Die Schüsse der Slowaken waren bei Torwart Grubauer sicher verwahrt

Erwarten durfte man ein Duell zwischen zwei Teams auf Augenhöhe, die Slowakei, Achte in der Weltrangliste, gegen den Neunten Deutschland, die einen im Durchschnitt 1,85 Meter groß, die anderen nur einen Zentimeter kleiner. Die Partie gegen den Olympia-Dritten von Peking ließ sich auch kondensieren auf das Duell zweier Hochbegabter. Auf deutscher Seite Tim Stützle, 20, seit knapp zwei Jahren Stürmer in der besten Eishockeyliga der Welt, 2020 von den Ottawa Senators an dritter Stelle ausgewählt, so früh wie vor ihm nur ein Deutscher: Leon Draisaitl. Und bei den Slowaken Juraj Slafkovsky, 18-jähriger Wunderknabe aus Kosice, der noch in Finnland bei TPS Turku unter Vertrag steht und für den nächsten NHL-Draft im Sommer ähnlich hoch gehandelt wird wie Stützle. Slafkovskys Stern ging bei Olympia im Februar steil auf: Sieben Treffer in sieben Spielen erzielte der 99-Kilo-Jüngling. Auf dem Weg zu Bronze schalteten die Slowaken auch das deutsche Team aus (4:0).

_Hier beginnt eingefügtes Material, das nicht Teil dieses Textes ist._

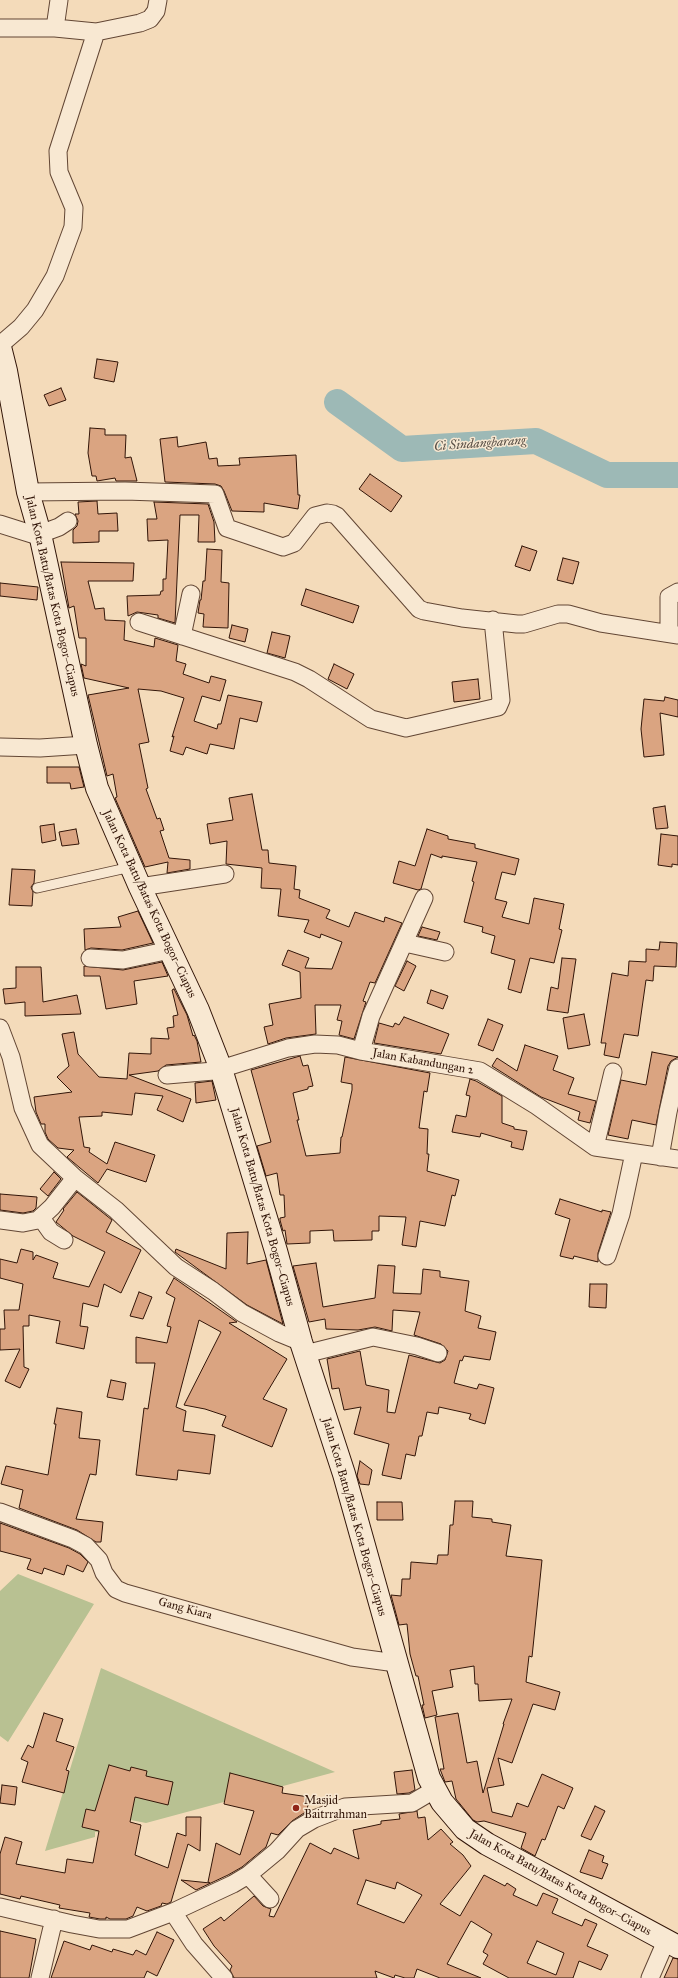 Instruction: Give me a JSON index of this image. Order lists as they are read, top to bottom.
{
  "streets": {
    "main road": ["Jalan Kota Batu/Batas Kota Bogor–Ciapus"],
    "street": ["Jalan Kabandungan 2", "Gang Kiara"]
  },
  "crossings": [
    ["Jalan Kota Batu/Batas Kota Bogor–Ciapus", "Jalan Kabandungan 2"],
    ["Jalan Kota Batu/Batas Kota Bogor–Ciapus", "Gang Kiara"]
  ],
  "water": ["Ci Sindangbarang"],
  "places": ["Masjid Baitrrahman"]
} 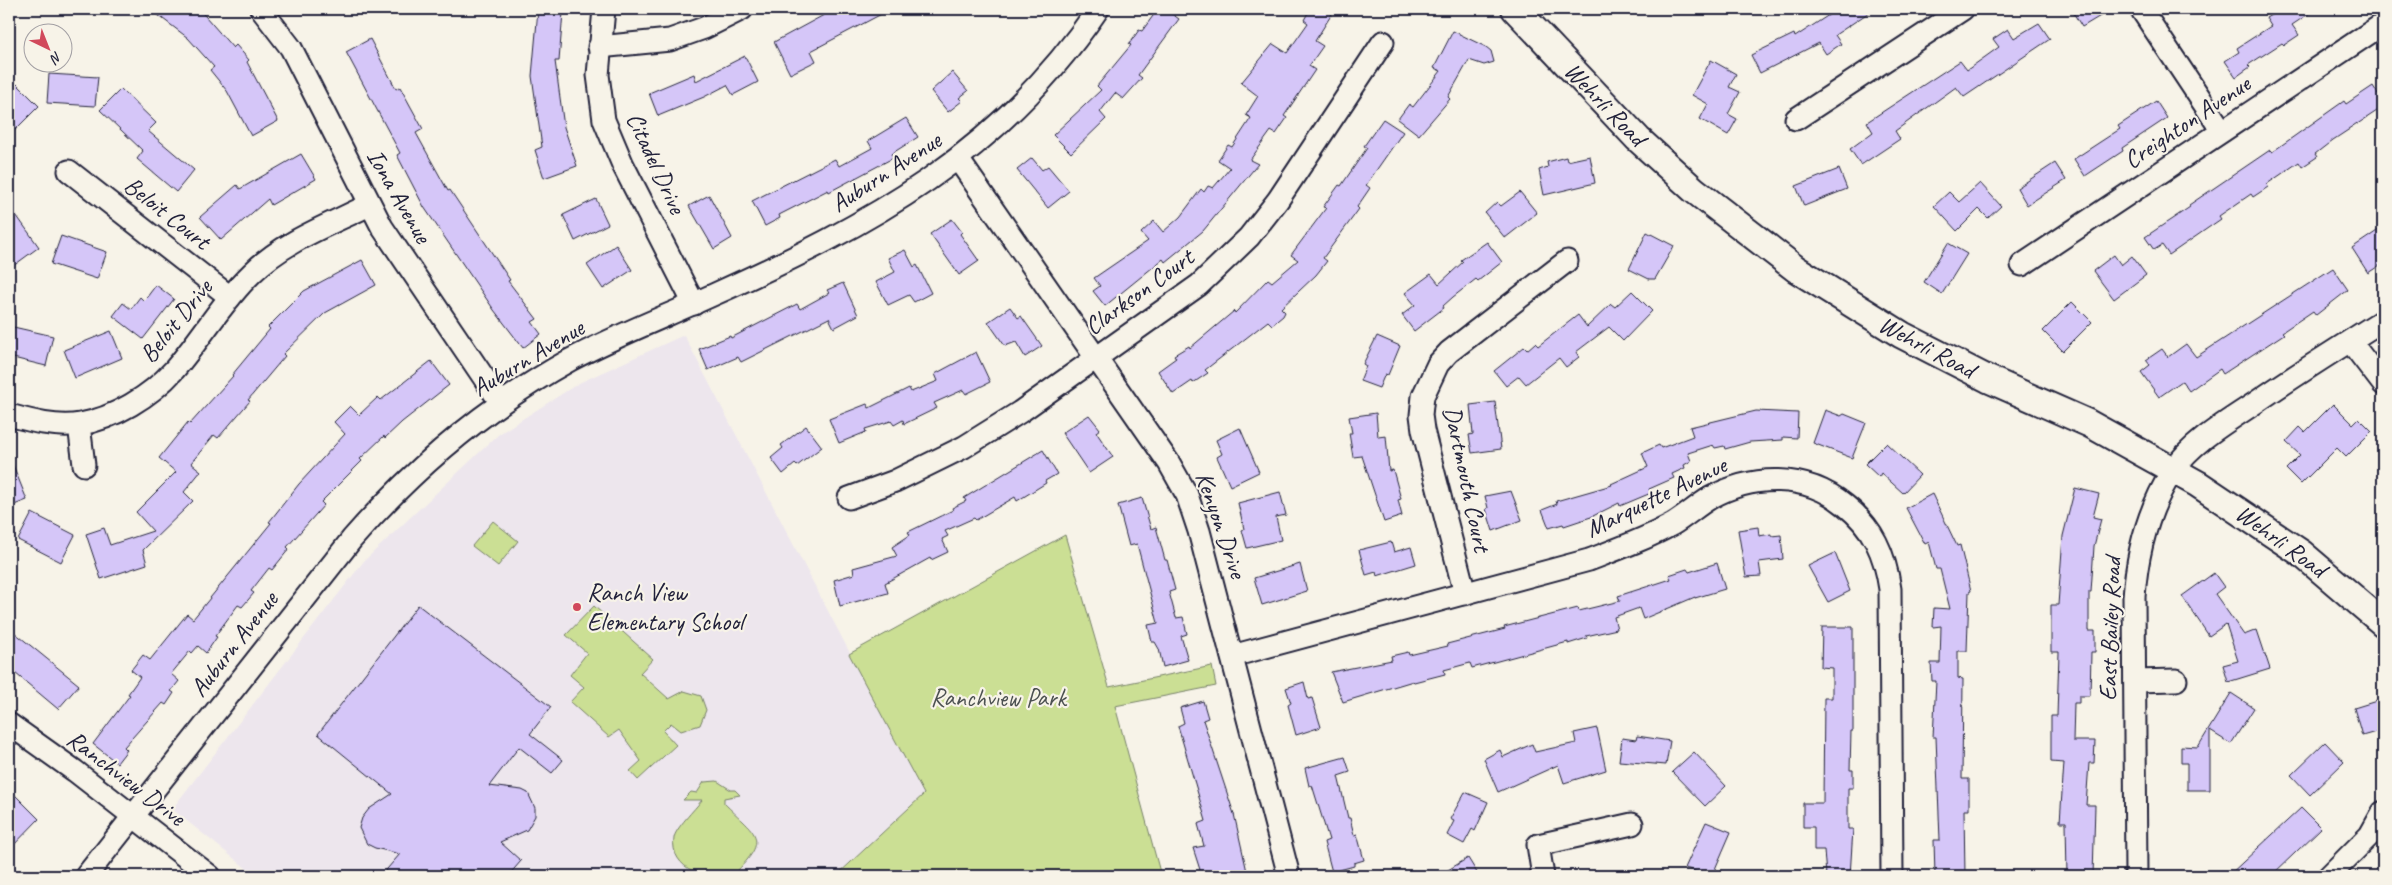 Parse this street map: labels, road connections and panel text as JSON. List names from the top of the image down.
{
  "streets": {
    "street": [
      "Wehrli Road",
      "Creighton Avenue",
      "Citadel Drive",
      "Auburn Avenue",
      "Iona Avenue",
      "Beloit Court",
      "Clarkson Court",
      "Beloit Drive",
      "Dartmouth Court",
      "Marquette Avenue",
      "Kenyon Drive",
      "East Bailey Road",
      "Ranchview Drive"
    ]
  },
  "crossings": [
    ["Wehrli Road", "East Bailey Road"],
    ["Citadel Drive", "Auburn Avenue"],
    ["Auburn Avenue", "Iona Avenue"],
    ["Auburn Avenue", "Kenyon Drive"],
    ["Auburn Avenue", "Ranchview Drive"],
    ["Iona Avenue", "Beloit Drive"],
    ["Beloit Court", "Beloit Drive"],
    ["Clarkson Court", "Kenyon Drive"],
    ["Dartmouth Court", "Marquette Avenue"],
    ["Marquette Avenue", "Kenyon Drive"]
  ],
  "parks": ["Ranchview Park"],
  "places": ["Ranch View Elementary School"],
  "north": "bottom right"
}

Deutschland gewinnt bei der Eishockey-WM: Tor Nummer zwei: Leo Pföderl trifft und legt den Grundstein zum Sieg über die Slowakei.

Tor Nummer zwei: Leo Pföderl trifft und legt den Grundstein zum Sieg über die Slowakei.

(Foto: Imago /Imago/Action Pictures)

Söderholm hatte sich für dasselbe Line-up entschieden wie am Vorabend, also auch wieder mit Philipp Grubauer (Seattle) im Tor. Der hatte gut zu tun, musste aber nicht schon nach sechs Sekunden eingreifen wie am Freitag. Auch sein Gegenüber Patrik Rybar war in Bewegung, denn das deutsche Team hatte seinem Trainer zugehört: "Du kannst dich nicht nur die ganze Zeit in der defensiven Zone verteidigen und erwarten, dass du gewinnst, das geht nicht", hatte Söderholm gemahnt. Und so entwickelte sich eine schnelle, ausgeglichene Anfangsphase mit Vorteilen für die Slowakei zwar, aber ohne die ganz großen Chancen. Das DEB-Team verriegelte zumeist aufmerksam die Zone vor dem Tor, Schüsse der Slowaken von der Seite oder aus der Distanz waren bei Grubauer sicher verwahrt. Ihre größte Chance ließ wiederum die deutsche Mannschaft ungenutzt, als sie zwei Minuten in Überzahl agieren durfte: Der Puck lief, aber er flog nicht aufs Tor, weder vom Schläger Stützles noch von sonst einem. Nach 20 Minuten stand es noch 0:0.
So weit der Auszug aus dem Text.